Exercise data:

=-=-=

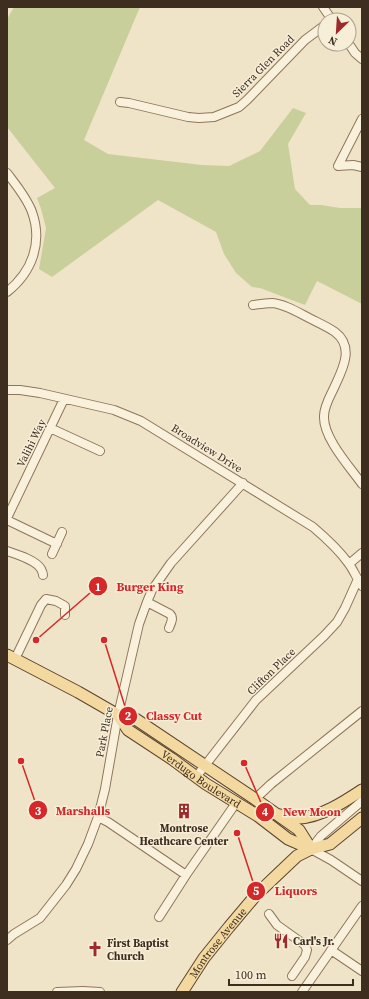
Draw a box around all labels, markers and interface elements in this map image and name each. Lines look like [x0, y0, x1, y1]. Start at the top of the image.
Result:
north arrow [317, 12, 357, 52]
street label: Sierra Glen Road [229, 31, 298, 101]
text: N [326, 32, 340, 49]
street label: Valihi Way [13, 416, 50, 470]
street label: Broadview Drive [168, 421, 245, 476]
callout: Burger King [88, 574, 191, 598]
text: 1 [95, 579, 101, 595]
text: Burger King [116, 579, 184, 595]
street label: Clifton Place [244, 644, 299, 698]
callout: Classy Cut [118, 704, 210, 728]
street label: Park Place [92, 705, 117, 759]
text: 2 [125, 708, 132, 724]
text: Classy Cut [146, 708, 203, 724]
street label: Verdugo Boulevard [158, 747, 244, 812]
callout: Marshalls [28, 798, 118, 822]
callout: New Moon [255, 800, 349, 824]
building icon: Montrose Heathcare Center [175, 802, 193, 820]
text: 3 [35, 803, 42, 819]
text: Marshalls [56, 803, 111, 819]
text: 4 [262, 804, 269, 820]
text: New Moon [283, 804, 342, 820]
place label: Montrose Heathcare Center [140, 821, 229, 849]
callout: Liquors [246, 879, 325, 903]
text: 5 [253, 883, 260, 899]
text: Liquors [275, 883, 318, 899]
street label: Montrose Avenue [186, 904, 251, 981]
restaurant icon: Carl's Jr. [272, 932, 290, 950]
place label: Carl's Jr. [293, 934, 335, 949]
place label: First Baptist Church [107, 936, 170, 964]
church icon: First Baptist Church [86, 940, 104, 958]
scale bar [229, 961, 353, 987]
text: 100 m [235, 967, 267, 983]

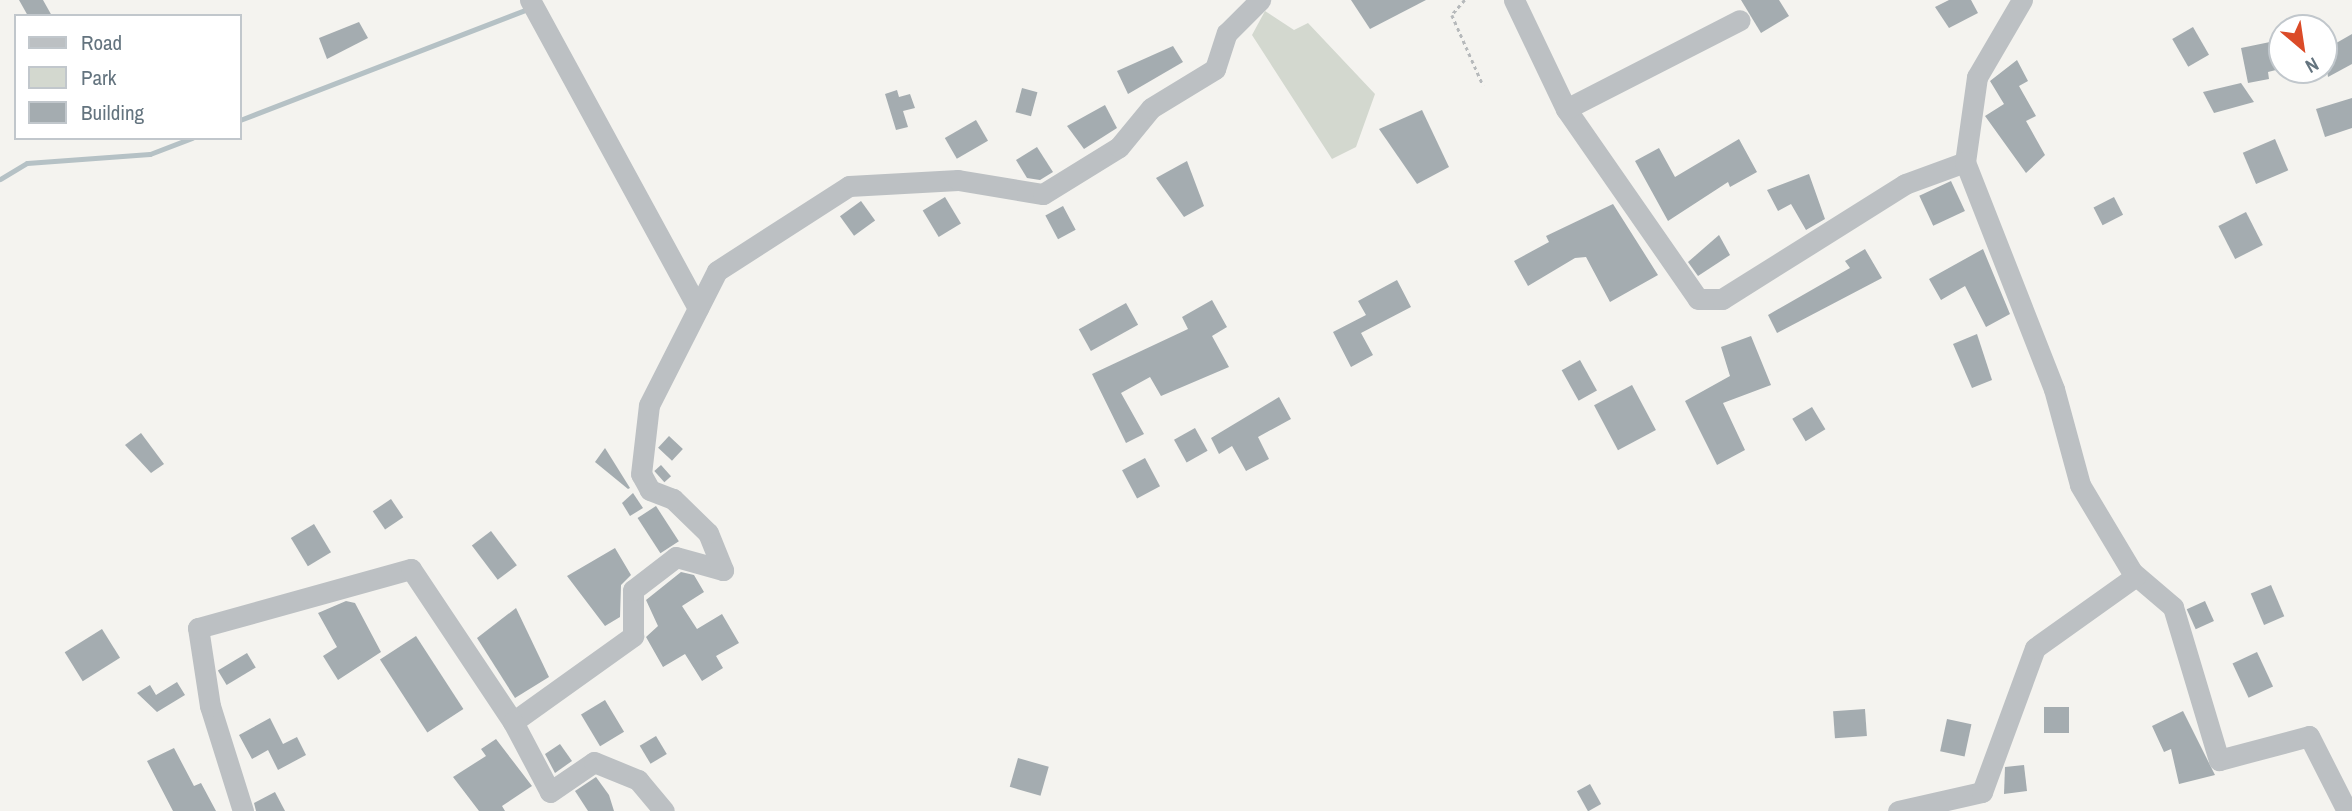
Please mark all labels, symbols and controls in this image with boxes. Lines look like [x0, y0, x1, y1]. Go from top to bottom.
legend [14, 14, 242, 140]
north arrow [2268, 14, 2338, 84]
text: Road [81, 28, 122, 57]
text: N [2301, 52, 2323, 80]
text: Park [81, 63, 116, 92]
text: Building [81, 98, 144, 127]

=-=-=

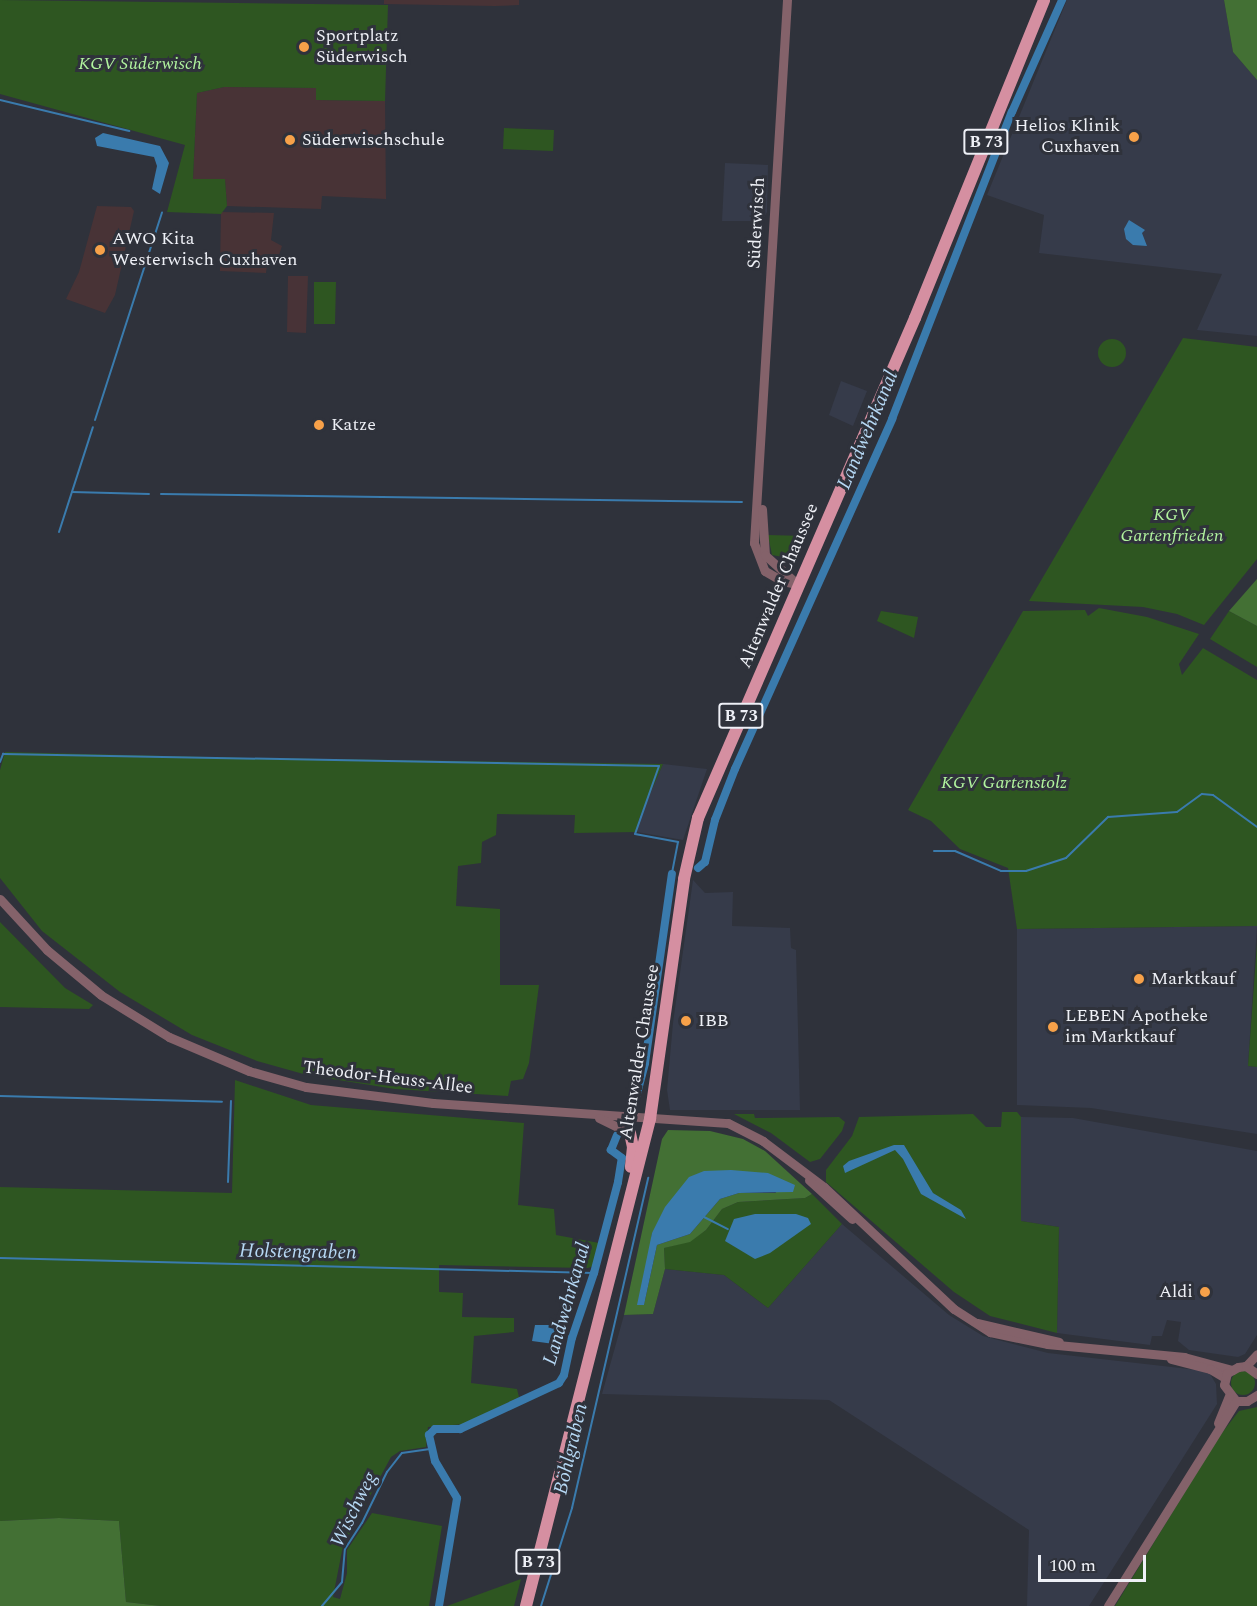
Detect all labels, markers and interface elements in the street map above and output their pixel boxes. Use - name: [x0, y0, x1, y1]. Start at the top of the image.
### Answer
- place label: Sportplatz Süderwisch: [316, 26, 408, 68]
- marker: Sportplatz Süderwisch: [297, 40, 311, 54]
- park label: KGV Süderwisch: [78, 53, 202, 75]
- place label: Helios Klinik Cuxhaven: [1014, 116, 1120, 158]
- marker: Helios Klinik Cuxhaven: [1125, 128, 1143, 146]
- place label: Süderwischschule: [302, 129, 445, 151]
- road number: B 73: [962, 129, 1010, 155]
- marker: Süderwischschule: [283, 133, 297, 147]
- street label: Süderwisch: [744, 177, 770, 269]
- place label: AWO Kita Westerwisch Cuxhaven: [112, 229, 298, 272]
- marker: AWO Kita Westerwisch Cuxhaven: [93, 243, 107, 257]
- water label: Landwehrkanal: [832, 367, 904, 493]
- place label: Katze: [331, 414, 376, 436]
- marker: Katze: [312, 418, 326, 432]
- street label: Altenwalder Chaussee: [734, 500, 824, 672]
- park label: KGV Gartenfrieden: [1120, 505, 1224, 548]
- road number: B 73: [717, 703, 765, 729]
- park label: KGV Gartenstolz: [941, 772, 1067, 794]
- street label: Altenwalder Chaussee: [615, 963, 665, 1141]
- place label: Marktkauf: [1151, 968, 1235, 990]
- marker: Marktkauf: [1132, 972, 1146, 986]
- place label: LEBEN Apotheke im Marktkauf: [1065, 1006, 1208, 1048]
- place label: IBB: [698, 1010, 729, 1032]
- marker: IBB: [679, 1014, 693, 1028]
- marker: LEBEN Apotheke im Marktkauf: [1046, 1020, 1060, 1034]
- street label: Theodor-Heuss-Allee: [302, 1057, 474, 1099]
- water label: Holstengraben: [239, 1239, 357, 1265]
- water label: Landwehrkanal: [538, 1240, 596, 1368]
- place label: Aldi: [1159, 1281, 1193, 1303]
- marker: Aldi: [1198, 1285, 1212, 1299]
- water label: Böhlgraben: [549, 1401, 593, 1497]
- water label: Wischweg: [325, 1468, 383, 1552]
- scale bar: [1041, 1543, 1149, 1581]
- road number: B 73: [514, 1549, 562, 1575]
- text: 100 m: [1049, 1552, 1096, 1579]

=-=-=

Aim of the task: Whenever a line of the material holds the word "Start", copy it out.

Answer to this problem:
Draw a box around all labels, markers and interface elements in this map image and name each. Lines look like [x0, y0, x1, y1]. Start at the top of the image.
Detect all labels, markers and interface elements in the street map above and output their pixel boxes. Use - name: [x0, y0, x1, y1]. Start at the top of the image.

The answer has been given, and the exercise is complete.